In our recent work, we showed that the amount of C. elegans fibrillarin (FIB-1) is correlated with nucleolar size, and that fib-1 acts directly downstream of ncl-1. In wild-type embryos with no observable nucleoli, a smaller amount of FIB-1 was observed compared to ncl-1 mutant embryos, in which nucleoli were clearly detected (Fig. 2A and B). When C. elegans ncl-1 mutants were fed with dsRNA-expressing bacteria to knockdown fib-1 expression, nucleolar size in embryos decreased (Fig. 2A and C), similar to observations in a Drosophila cell culture–based RNAi screen.33 In addition, we demonstrated that NCL-1 cooperates with 2 RNA-binding post-transcriptional regulators, Pumillio (PUM or PUF) and NANOS, to suppress FIB-1 translation by binding to the fib-1 3′-UTR. When the PUF (PUM) binding sequences in the fib-1 3′-UTR were mutated, FIB-1::GFP expression was up-regulated approximately 3-fold.23
Interestingly, absence of Nopp140/dao-5 expression in ncl-1 embryos also led to a reduced nucleolar size (Fig. 2A and C), suggesting that NCL-1 may regulate size by suppressing both fib-1 and dao-5 expression. To test whether NCL-1 is a translational suppressor of fib-1 and dao-5, we performed polysome profile analysis36 of wild-type and ncl-1 embryonic lysates and analyzed fractionation of fib-1 and dao-5 mRNAs. As shown in Fig. 2D, higher levels of fib-1 and dao-5 mRNA were detected in the lighter fractions for wild-type embryos, which represent monosomes and messenger ribonuclear proteins. The distribution of fib-1 or dao-5 mRNAs shifted to the heavier fractions for ncl-1 mutant embryos, strongly indicating that NCL-1 is a translational suppressor of fib-1 and dao-5 expression.

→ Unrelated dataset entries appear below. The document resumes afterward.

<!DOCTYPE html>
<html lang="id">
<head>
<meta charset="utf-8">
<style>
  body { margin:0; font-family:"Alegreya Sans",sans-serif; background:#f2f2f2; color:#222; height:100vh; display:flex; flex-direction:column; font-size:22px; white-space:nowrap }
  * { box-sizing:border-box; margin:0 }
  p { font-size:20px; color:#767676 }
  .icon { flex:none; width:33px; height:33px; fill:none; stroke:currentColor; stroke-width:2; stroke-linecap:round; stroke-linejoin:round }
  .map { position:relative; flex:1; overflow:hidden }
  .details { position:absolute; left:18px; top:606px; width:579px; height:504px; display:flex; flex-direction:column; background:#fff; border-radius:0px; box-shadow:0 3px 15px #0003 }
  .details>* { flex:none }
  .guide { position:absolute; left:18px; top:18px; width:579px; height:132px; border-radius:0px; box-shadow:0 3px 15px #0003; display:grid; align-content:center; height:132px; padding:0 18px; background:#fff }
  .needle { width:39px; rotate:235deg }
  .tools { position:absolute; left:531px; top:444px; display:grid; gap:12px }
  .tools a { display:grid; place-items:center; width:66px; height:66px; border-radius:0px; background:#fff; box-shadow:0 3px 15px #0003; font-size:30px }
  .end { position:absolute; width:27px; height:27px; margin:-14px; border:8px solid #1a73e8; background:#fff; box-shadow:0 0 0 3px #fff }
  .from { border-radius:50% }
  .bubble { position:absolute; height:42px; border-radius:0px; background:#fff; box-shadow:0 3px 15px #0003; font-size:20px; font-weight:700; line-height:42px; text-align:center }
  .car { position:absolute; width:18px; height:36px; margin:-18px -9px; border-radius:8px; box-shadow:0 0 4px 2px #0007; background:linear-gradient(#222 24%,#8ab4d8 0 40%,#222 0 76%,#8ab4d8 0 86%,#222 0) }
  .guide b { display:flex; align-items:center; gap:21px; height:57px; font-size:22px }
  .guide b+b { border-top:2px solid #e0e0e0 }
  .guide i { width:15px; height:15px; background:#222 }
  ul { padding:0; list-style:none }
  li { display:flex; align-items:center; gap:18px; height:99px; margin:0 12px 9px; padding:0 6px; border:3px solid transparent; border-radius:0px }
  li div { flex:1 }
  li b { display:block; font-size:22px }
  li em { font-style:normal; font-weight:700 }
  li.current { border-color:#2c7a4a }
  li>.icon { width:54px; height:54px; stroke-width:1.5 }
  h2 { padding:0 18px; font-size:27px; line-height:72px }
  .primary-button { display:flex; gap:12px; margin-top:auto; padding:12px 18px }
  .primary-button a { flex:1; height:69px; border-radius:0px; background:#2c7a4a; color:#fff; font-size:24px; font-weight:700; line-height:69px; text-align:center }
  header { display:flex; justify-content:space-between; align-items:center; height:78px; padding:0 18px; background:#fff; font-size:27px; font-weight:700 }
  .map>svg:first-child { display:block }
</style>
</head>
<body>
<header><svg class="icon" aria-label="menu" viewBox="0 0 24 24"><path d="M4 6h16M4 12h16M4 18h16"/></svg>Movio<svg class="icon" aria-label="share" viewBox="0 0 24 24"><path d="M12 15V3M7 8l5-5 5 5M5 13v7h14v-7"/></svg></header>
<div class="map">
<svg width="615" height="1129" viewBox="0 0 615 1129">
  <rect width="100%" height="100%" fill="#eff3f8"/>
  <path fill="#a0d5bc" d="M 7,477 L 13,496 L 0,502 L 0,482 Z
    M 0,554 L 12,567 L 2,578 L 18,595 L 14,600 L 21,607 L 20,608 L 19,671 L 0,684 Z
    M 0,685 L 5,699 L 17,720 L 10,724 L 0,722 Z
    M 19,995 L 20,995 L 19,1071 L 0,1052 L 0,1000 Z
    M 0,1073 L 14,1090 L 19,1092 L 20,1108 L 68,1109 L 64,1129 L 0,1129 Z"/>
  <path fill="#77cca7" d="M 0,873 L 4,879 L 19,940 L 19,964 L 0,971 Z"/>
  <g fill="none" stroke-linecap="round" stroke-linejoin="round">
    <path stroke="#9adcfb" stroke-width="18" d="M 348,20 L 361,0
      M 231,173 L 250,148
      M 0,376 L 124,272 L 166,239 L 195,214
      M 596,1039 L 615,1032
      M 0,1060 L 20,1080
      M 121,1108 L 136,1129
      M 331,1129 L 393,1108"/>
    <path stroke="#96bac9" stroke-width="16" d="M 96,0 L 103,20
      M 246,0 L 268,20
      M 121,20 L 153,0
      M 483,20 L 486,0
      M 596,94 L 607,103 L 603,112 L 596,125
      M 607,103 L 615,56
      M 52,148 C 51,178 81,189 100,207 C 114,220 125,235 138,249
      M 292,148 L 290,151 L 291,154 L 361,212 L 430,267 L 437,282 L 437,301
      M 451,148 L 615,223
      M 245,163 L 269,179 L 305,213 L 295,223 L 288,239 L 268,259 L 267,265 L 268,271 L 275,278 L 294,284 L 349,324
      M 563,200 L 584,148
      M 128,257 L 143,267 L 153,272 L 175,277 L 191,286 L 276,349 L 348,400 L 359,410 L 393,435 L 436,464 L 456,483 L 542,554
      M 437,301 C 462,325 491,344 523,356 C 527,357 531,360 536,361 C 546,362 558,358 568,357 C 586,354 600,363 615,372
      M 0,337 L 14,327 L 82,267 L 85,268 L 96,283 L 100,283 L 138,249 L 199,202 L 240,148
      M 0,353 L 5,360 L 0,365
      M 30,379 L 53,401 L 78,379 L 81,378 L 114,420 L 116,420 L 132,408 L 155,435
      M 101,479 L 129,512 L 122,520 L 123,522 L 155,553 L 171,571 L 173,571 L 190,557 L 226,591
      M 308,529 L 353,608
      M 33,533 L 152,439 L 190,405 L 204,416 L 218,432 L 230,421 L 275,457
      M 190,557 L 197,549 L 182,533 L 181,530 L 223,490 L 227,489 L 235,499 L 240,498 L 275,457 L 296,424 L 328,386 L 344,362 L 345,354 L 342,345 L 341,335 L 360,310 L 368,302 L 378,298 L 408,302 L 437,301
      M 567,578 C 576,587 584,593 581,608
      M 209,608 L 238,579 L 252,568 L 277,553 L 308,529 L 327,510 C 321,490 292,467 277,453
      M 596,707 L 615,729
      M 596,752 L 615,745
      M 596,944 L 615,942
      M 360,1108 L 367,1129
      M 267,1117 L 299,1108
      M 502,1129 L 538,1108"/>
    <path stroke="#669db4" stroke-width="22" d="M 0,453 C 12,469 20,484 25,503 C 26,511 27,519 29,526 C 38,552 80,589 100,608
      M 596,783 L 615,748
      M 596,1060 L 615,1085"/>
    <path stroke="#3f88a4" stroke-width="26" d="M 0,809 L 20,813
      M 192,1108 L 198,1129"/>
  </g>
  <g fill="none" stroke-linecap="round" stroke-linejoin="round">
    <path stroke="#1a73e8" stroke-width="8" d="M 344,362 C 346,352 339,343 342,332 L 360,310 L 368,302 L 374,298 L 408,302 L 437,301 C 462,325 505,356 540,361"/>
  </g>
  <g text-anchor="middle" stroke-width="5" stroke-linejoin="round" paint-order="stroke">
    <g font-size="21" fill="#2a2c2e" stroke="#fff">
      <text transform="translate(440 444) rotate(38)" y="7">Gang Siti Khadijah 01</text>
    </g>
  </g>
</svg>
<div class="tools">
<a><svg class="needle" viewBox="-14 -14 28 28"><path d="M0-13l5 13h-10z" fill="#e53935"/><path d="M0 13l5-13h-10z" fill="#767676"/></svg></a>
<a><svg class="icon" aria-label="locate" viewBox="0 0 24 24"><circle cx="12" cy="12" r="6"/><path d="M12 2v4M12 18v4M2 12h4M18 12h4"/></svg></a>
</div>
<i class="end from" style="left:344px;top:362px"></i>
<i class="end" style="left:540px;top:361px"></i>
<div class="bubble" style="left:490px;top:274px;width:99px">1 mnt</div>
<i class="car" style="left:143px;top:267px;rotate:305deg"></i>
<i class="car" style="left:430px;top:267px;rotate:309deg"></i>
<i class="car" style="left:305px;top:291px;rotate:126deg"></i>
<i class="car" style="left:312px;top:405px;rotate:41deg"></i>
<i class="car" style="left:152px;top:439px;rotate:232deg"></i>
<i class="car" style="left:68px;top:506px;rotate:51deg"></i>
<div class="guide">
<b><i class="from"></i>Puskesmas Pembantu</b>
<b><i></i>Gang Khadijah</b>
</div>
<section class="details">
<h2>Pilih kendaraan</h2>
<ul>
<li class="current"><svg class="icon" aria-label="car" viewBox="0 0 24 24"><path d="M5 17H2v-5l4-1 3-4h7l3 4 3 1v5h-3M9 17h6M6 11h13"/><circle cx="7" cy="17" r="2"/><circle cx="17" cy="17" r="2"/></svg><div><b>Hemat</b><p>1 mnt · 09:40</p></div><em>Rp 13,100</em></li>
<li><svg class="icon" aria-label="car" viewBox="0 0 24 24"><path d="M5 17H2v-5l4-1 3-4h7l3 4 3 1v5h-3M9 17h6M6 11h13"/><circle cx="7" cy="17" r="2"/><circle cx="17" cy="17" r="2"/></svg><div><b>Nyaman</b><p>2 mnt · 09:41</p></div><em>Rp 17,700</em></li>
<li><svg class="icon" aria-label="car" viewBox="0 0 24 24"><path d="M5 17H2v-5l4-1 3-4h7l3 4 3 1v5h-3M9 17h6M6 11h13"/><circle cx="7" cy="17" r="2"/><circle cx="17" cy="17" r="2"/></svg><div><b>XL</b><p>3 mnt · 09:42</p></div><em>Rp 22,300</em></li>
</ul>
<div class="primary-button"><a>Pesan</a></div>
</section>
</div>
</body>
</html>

While searching for upstream factors that regulate ncl-1 expression, our bioinformatic analyses uncovered target sequences for 2 miRNAs, let-7 and mir-49, in the ncl-1 3′-UTR.23 We examined the expression of GFP reporters fused with ncl-1 3′-UTRs carrying wild-type or mutated let-7 binding sequences and detected a higher GFP level in animals with the latter. Fluorescence microscopic examination confirmed these GFP reporter expression patterns in seam cells and the vulva, which are known to express higher levels of let-7. Further confirmation of the possibility that ncl-1 is regulated by let-7 was obtained by assessing nucleolar size in vulva cells of a temperature-sensitive hypomorphic let-7(n2853) mutant. Compared to animals grown at the permissive temperature (15°C), we observed a 25% decrease in nucleolar size at the non-permissive temperature (25°C). No discernible difference in nucleolar size was detected when a let-7; ncl-1 double mutant was used for the assay (Fig. 3A and B). Fibrillarin was also expressed at consistently higher levels in let-7(n2853) worms grown at 15°C compared to those grown at the restrictive temperature (25°C), but only a minor difference in expression was seen in the double mutants grown at each temperature (Fig. 3C). Collectively, our findings showed that let-7, ncl-1, and fib-1 function together as a novel genetic pathway to regulate nucleolar size in C. elegans.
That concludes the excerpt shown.